Like the Freedom of Information Law, the federal Act includes an exception to rights of access designed to protect personal privacy. Specifically, 5 U.S.C. 552(b)(6) states that rights conferred by the Act do not apply to "personnel and medical files and similar files the disclosure of which would constitute a clearly unwarranted invasion of personal privacy." In construing that provision, federal courts have held that the exception:

"was intended by Congress to protect individuals from public disclosure of 'intimate details of their lives, whether the disclosure be of personnel files, medical files or other similar files'. Board of Trade of City of Chicago v. Commodity Futures Trading Com'n supra, 627 F.2d at 399, quoting Rural Housing Alliance v. U.S. Dep't of Agriculture, 498 F.2d 73, 77 (D.C. Cir. 1974); see Robles v. EOA, 484 F.2d 843, 845 (4th Cir. 1973). Although the opinion in Rural Housing stated that the exemption 'is phrased broadly to protect individuals from a wide range of embarrassing disclosures', 498 F.2d at 77, the context makes clear the court's recognition that the disclosures with which the statute is concerned are those involving matters of an intimate personal nature. Because of its intimate personal nature, information regarding 'marital status, legitimacy of children, identity of fathers of children, medical condition, welfare payment, alcoholic consumption, family fights, reputation, and so on' falls within the ambit of Exemption 4. Id. By contrast, as Judge Robinson stated in the Chicago Board of Trade case, 627 F.2d at 399, the decisions of this court have established that information connected with professional relationships does not qualify for the exemption" [Sims v. Central Intelligence Agency, 642 F.2d 562, 573-573 (1980)].

In Cohen, the decision cited in ASPCA v. Department of Agriculture and Markets, supra, it was stated pointedly that: "The privacy exemption does not apply to information regarding professional or business activities...This information must be disclosed even if a professional reputation may be tarnished" (supra, 429). Similarly in a case involving disclosure of those whose grant proposals were rejected, it was held that:

"The adverse effect of a rejection of a grant proposal, if it exists at all, is limited to the professional rather than personal qualities of the applicant. The district court spoke of the possibility of injury explicitly in terms of the applicants' 'professional reputation' and 'professional qualifications'. 'Professional' in such a context refers to the possible negative reflection of an applicant's performance in 'grantsmanship' - the professional competition among research scientists for grants; it obviously is not a reference to more serious 'professional' deficiencies such an unethical behavior. While protection of professional reputation, even in this strict sense, is not beyond the purview of exemption 6, it is not at its core" [Kurzon v. Department of Health and Human Services, 649 F.2d 65, 69 (1981)].
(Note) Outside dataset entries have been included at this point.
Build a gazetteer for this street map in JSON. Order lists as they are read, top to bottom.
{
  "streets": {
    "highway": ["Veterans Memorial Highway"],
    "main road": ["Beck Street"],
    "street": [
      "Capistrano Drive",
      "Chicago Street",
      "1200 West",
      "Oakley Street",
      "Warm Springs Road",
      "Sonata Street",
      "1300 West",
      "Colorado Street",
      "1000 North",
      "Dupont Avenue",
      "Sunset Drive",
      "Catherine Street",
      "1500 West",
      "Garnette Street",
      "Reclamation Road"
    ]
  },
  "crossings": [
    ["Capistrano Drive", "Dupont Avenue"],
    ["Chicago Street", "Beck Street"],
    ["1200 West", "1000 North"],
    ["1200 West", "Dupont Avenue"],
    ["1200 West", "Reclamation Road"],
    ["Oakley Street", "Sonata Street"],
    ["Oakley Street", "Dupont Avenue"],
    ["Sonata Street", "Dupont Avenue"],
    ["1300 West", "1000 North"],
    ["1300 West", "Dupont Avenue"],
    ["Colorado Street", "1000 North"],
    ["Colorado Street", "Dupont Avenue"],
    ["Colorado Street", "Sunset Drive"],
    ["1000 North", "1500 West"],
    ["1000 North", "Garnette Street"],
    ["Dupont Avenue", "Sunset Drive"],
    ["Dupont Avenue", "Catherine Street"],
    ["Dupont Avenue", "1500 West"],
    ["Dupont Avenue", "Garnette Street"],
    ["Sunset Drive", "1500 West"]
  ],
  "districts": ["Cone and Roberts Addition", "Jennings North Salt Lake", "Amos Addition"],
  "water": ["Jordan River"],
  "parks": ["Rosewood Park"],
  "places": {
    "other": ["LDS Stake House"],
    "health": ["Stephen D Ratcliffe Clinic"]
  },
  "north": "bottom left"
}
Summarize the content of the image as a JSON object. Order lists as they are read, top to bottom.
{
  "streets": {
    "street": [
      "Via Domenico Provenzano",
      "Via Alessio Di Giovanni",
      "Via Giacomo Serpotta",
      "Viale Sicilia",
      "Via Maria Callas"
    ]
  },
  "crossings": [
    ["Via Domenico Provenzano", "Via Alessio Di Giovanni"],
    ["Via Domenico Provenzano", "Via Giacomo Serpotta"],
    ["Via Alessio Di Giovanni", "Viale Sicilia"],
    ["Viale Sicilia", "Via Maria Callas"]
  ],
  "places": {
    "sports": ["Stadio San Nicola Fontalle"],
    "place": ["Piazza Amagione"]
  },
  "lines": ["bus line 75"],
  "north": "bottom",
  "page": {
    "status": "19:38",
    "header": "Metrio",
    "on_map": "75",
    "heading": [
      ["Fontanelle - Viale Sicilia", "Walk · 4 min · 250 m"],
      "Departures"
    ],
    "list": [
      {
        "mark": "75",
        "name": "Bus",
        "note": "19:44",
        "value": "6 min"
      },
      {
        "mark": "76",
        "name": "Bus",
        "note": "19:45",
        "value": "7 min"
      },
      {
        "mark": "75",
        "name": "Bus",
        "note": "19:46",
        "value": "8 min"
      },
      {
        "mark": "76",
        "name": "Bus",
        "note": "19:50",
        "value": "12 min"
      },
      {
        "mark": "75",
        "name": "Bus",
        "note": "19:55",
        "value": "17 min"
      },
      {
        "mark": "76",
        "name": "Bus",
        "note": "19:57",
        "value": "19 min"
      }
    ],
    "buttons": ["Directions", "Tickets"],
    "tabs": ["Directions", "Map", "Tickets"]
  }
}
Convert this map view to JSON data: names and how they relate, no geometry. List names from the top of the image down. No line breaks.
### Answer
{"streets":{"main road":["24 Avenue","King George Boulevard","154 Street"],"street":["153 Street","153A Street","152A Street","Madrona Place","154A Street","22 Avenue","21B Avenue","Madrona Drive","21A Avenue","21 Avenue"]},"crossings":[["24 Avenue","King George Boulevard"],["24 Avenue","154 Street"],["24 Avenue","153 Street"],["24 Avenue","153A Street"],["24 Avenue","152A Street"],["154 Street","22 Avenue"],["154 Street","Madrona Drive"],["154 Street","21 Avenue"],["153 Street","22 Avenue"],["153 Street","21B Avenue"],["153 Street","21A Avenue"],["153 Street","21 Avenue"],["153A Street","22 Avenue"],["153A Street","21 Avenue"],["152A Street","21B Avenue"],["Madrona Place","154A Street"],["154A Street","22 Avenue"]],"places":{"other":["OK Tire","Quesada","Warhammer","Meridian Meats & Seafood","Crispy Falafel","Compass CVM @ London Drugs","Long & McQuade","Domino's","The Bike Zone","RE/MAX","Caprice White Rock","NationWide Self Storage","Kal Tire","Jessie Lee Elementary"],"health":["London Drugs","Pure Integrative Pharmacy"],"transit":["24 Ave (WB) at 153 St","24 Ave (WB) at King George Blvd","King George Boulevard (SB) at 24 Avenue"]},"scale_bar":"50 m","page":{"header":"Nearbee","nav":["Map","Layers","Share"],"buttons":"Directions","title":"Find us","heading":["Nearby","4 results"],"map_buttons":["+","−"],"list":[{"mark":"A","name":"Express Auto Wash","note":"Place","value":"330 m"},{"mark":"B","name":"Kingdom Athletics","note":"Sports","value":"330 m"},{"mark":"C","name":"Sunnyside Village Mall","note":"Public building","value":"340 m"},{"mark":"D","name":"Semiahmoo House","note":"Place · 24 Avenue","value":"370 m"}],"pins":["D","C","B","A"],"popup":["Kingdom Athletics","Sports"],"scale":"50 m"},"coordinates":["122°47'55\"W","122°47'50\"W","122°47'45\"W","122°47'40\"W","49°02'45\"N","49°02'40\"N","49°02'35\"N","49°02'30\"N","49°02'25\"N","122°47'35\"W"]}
The standard in the New York Freedom of Information Law, as in the case of the federal Act, is subject to conflicting points of view, and reasonable people often differ with respect to issues concerning personal privacy. In this instance, the record in question, although identifiable to an individual characterized as a "complainant", pertains to her professional duties as a CSEA field representative. Unlike an individual's social security number or medical records identifiable to patients, which would involve unique and personal details of people's lives, or a member of the public who complains to government about an event relating to his or her life, the record sought is not "personal" in my opinion; rather, again, it deals with functions carried out by an individual in a business capacity. In short, in my view and as suggested in the decisions cited above, the exception concerning privacy does not extend to the kind of record at issue.

I hope that I have been of some assistance.